Dataset records ▸

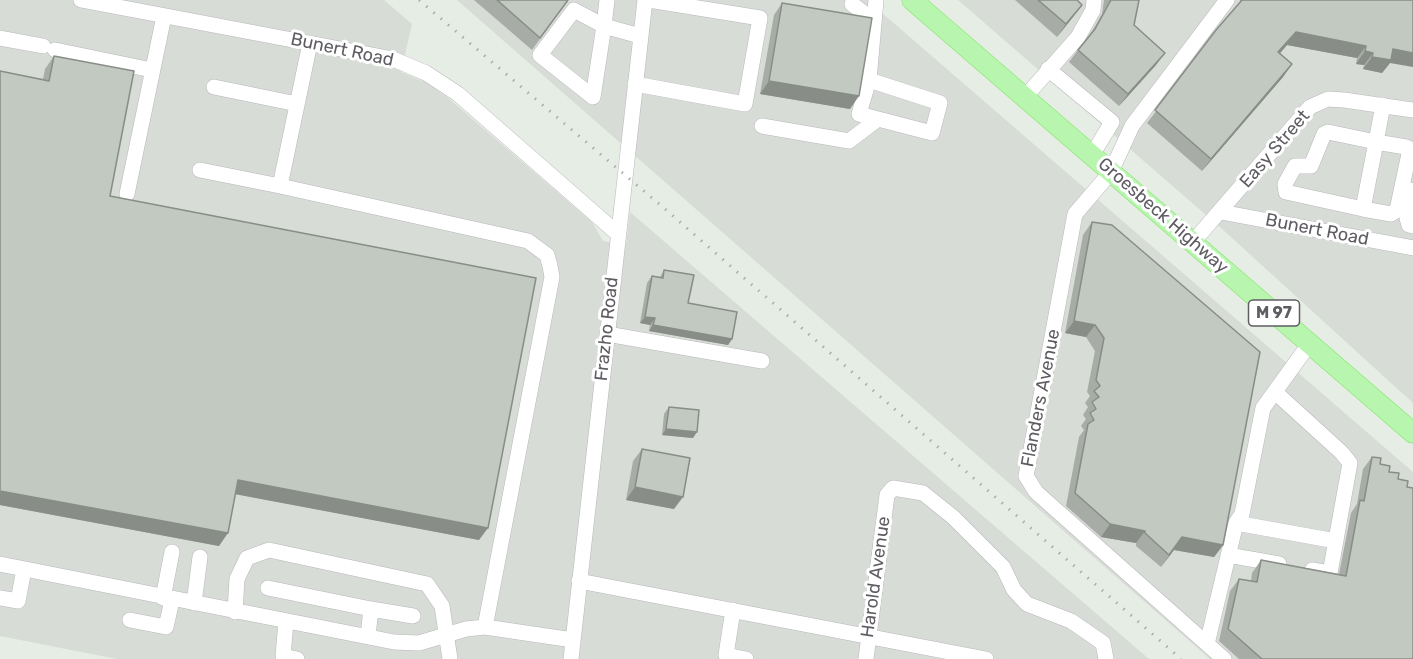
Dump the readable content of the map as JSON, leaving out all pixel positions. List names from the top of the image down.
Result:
{
  "streets": {
    "main road": ["Groesbeck Highway", "M 97"],
    "street": [
      "Bunert Road",
      "Easy Street",
      "Frazho Road",
      "Flanders Avenue",
      "Harold Avenue"
    ]
  },
  "crossings": [
    ["Bunert Road", "Easy Street"],
    ["Bunert Road", "Frazho Road"],
    ["Easy Street", "Groesbeck Highway"],
    ["Groesbeck Highway", "Flanders Avenue"]
  ]
}
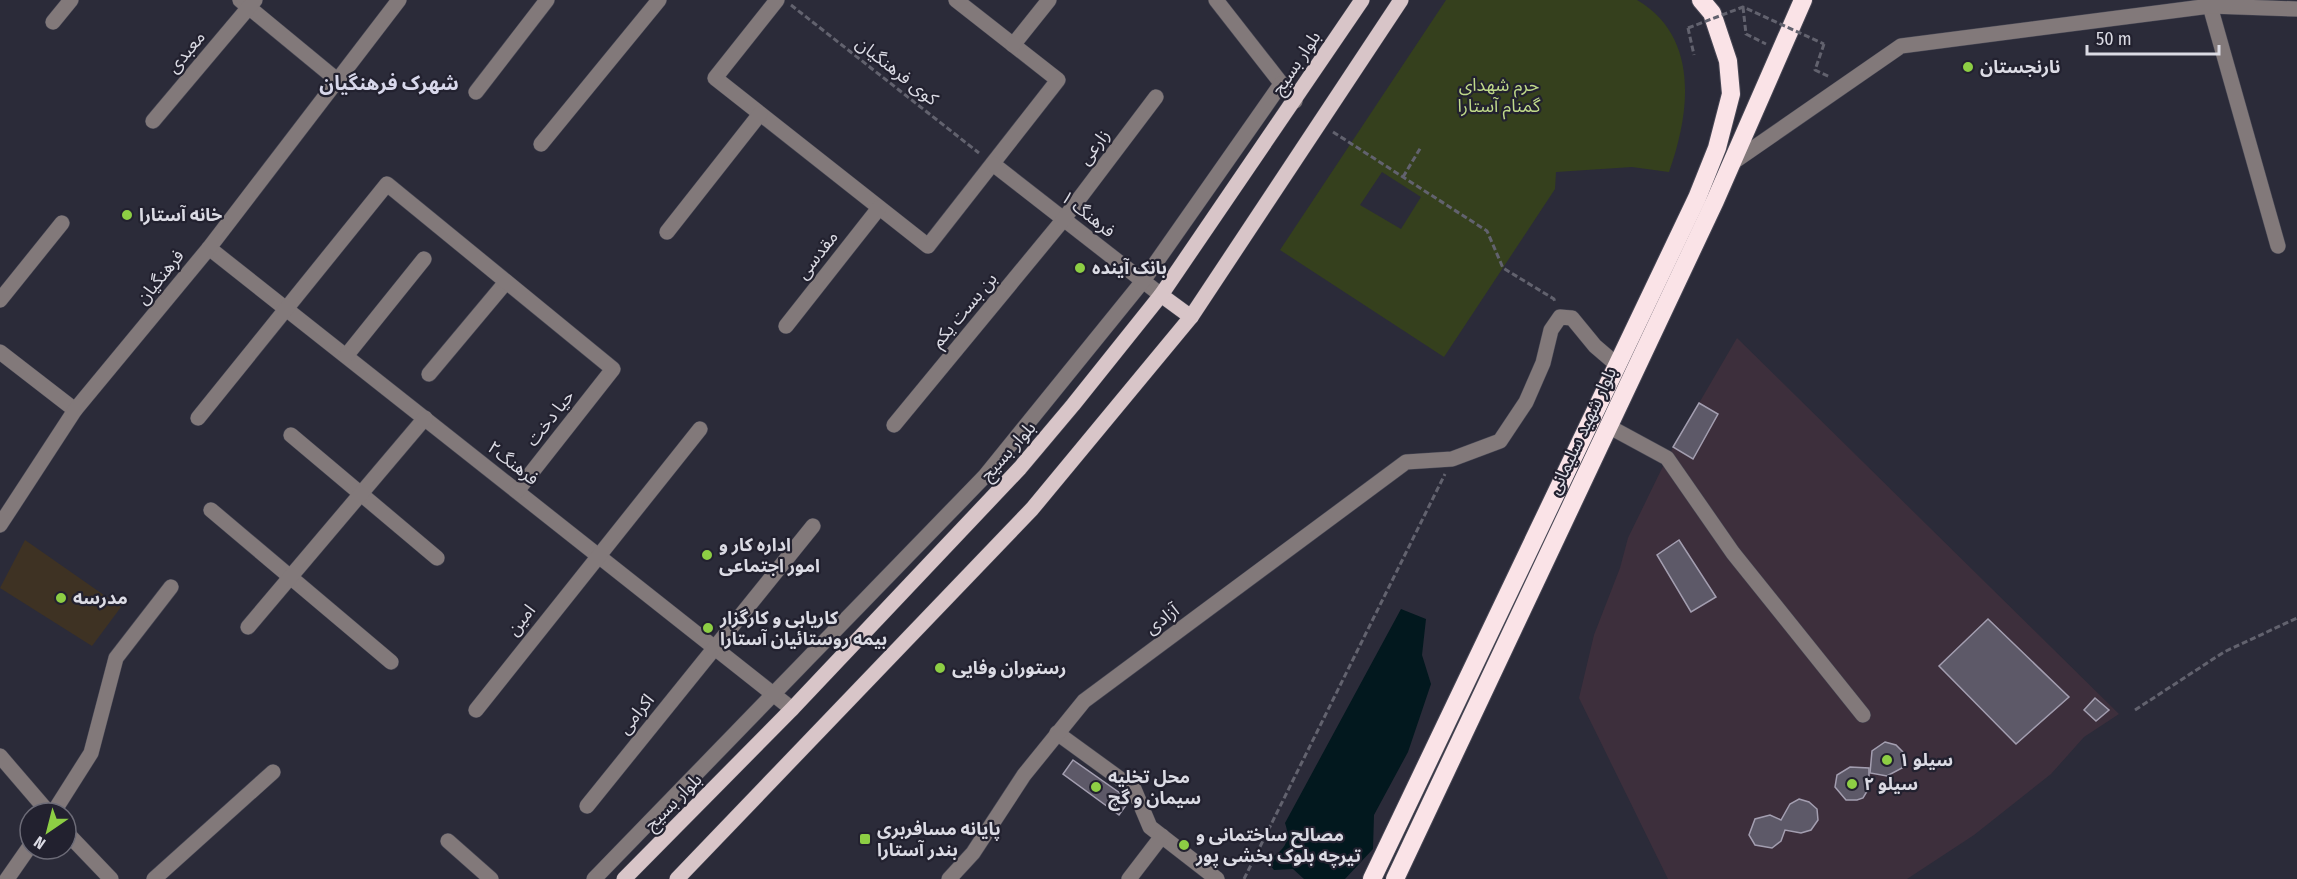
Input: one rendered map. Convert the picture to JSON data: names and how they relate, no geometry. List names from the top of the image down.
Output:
{
  "streets": {
    "highway": ["بلوار شهید سلیمانی"],
    "main road": ["بلوار بسیج"],
    "street": [
      "معبدی",
      "زارعی",
      "فرهنگ ۱",
      "مقدسی",
      "فرهنگیان",
      "بن بست یکم",
      "حیا دخت",
      "فرهنگ۲",
      "آزادی",
      "امین",
      "اکرامی"
    ],
    "path": ["کوی فرهنگیان"]
  },
  "crossings": [
    ["بلوار بسیج", "فرهنگ ۱"],
    ["بلوار بسیج", "فرهنگ۲"],
    ["کوی فرهنگیان", "فرهنگ ۱"],
    ["زارعی", "فرهنگ ۱"],
    ["زارعی", "بن بست یکم"],
    ["فرهنگ ۱", "بن بست یکم"],
    ["فرهنگیان", "فرهنگ۲"],
    ["حیا دخت", "فرهنگ۲"],
    ["فرهنگ۲", "امین"],
    ["فرهنگ۲", "اکرامی"]
  ],
  "districts": ["شهرک فرهنگیان"],
  "parks": ["حرم شهدای گمنام آستارا"],
  "places": {
    "other": [
      "نارنجستان",
      "خانه آستارا",
      "بانک آینده",
      "اداره کار و امور اجتماعی",
      "مدرسه",
      "کاریابی و کارگزار بیمه روستائیان آستارا",
      "رستوران وفایی",
      "سیلو ۱",
      "سیلو ۲",
      "محل تخلیه سیمان و گچ",
      "مصالح ساختمانی و تیرچه بلوک بخشی پور"
    ],
    "transit": ["پایانه مسافربری بندر آستارا"]
  },
  "scale_bar": "50 m",
  "north": "bottom left"
}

The problem ▸
Restate every line of the listing exactly. Pictures are not part of the copy.

Result of this task ▸
Dump the readable content of the map as JSON, leaving out all pixel positions. List names from the top of the image down.
Result:
{
  "streets": {
    "main road": ["Groesbeck Highway", "M 97"],
    "street": [
      "Bunert Road",
      "Easy Street",
      "Frazho Road",
      "Flanders Avenue",
      "Harold Avenue"
    ]
  },
  "crossings": [
    ["Bunert Road", "Easy Street"],
    ["Bunert Road", "Frazho Road"],
    ["Easy Street", "Groesbeck Highway"],
    ["Groesbeck Highway", "Flanders Avenue"]
  ]
}
Input: one rendered map. Convert the picture to JSON data: names and how they relate, no geometry. List names from the top of the image down.
Output:
{
  "streets": {
    "highway": ["بلوار شهید سلیمانی"],
    "main road": ["بلوار بسیج"],
    "street": [
      "معبدی",
      "زارعی",
      "فرهنگ ۱",
      "مقدسی",
      "فرهنگیان",
      "بن بست یکم",
      "حیا دخت",
      "فرهنگ۲",
      "آزادی",
      "امین",
      "اکرامی"
    ],
    "path": ["کوی فرهنگیان"]
  },
  "crossings": [
    ["بلوار بسیج", "فرهنگ ۱"],
    ["بلوار بسیج", "فرهنگ۲"],
    ["کوی فرهنگیان", "فرهنگ ۱"],
    ["زارعی", "فرهنگ ۱"],
    ["زارعی", "بن بست یکم"],
    ["فرهنگ ۱", "بن بست یکم"],
    ["فرهنگیان", "فرهنگ۲"],
    ["حیا دخت", "فرهنگ۲"],
    ["فرهنگ۲", "امین"],
    ["فرهنگ۲", "اکرامی"]
  ],
  "districts": ["شهرک فرهنگیان"],
  "parks": ["حرم شهدای گمنام آستارا"],
  "places": {
    "other": [
      "نارنجستان",
      "خانه آستارا",
      "بانک آینده",
      "اداره کار و امور اجتماعی",
      "مدرسه",
      "کاریابی و کارگزار بیمه روستائیان آستارا",
      "رستوران وفایی",
      "سیلو ۱",
      "سیلو ۲",
      "محل تخلیه سیمان و گچ",
      "مصالح ساختمانی و تیرچه بلوک بخشی پور"
    ],
    "transit": ["پایانه مسافربری بندر آستارا"]
  },
  "scale_bar": "50 m",
  "north": "bottom left"
}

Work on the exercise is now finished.